In the Cold War, when anti-communist fear and paranoia were rampant, we sought to differentiate ourselves from the enemy in every way possible. It was this fear that spurred the U.S. government to stamp religious slogans on our money and our national oaths, in an attempt to set us apart from “godless communists”. The ultimate result was that the things which we thought made us unique became linked together in our minds: right-wing politics, Christianity, and red-blooded American capitalism. The effects of that linkage are still visible today, with bizarre consequences like avowedly Christian organizations who make it a major part of their mission to slash social welfare programs and give tax cuts to the rich. Conversely, even after all this time, outspoken atheists are still smeared with guilt by association, regardless of whether or not we have any association with or sympathy for the fallen communist regimes.
But the merger of Christianity with predatory capitalism was not always the case. In fact, the first Christians believed something very different, as we see from a little-known Bible verse.
In the Book of Acts, chapter 2, verses 44 to 45, we hear a bit about how the first Christians lived following the departure of Jesus:
“And all that believed were together, and had all things common; and sold their possessions and goods, and parted them to all men, as every man had need.”

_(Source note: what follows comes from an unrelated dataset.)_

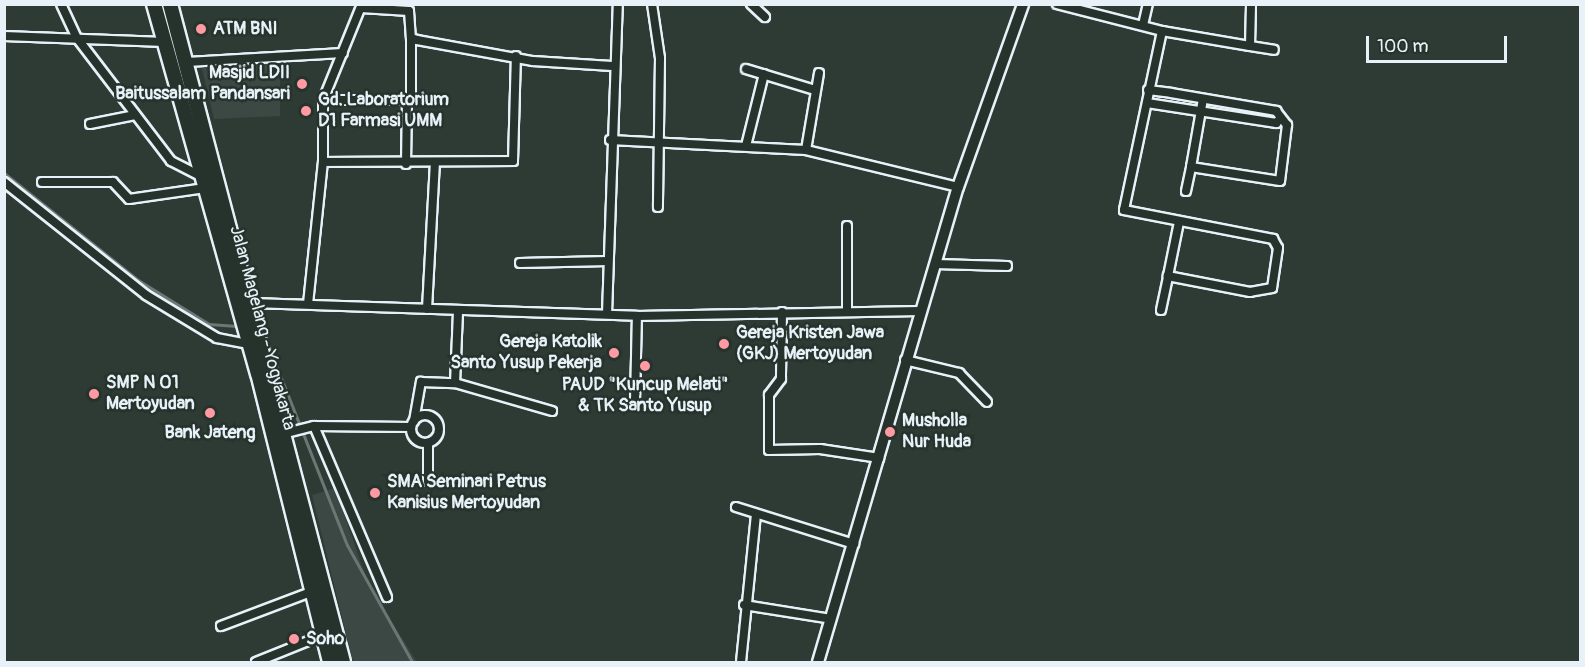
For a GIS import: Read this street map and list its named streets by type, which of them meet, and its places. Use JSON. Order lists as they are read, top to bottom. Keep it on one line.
{"streets":{"highway":["Jalan Magelang - Yogyakarta"]},"places":["ATM BNI","Masjid LDII Baitussalam Pandansari","Gd. Laboratorium D1 Farmasi UMM","Gereja Kristen Jawa (GKJ) Mertoyudan","Gereja Katolik Santo Yusup Pekerja","PAUD \"Kuncup Melati\" & TK Santo Yusup","SMP N 01 Mertoyudan","Bank Jateng","Musholla Nur Huda","SMA Seminari Petrus Kanisius Mertoyudan","Soho"],"scale_bar":"100 m"}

This is communism in a nutshell – common ownership, no private property, redistribution of resources based only on need. The first Christians were communists.
This verse probably wasn’t heard from the pulpits too often during the McCarthy era. Indeed, most of the Bible’s clear teachings about social welfare (another one is Deuteronomy 15:7-8, which commands believers to give the poor whatever they need) have been ignored by the Christian right, which embraces social Darwinism in the policy arena even as they denounce Darwin’s theory of evolution.
Some Christians did recognize this – C.S. Lewis, for example, says that the ideal Christian society would in many ways be leftist, and there are plenty of liberal churches that emphasize social justice. But even today, hardly any advocate the socialist, communist ideal that is plainly envisioned by the Bible itself.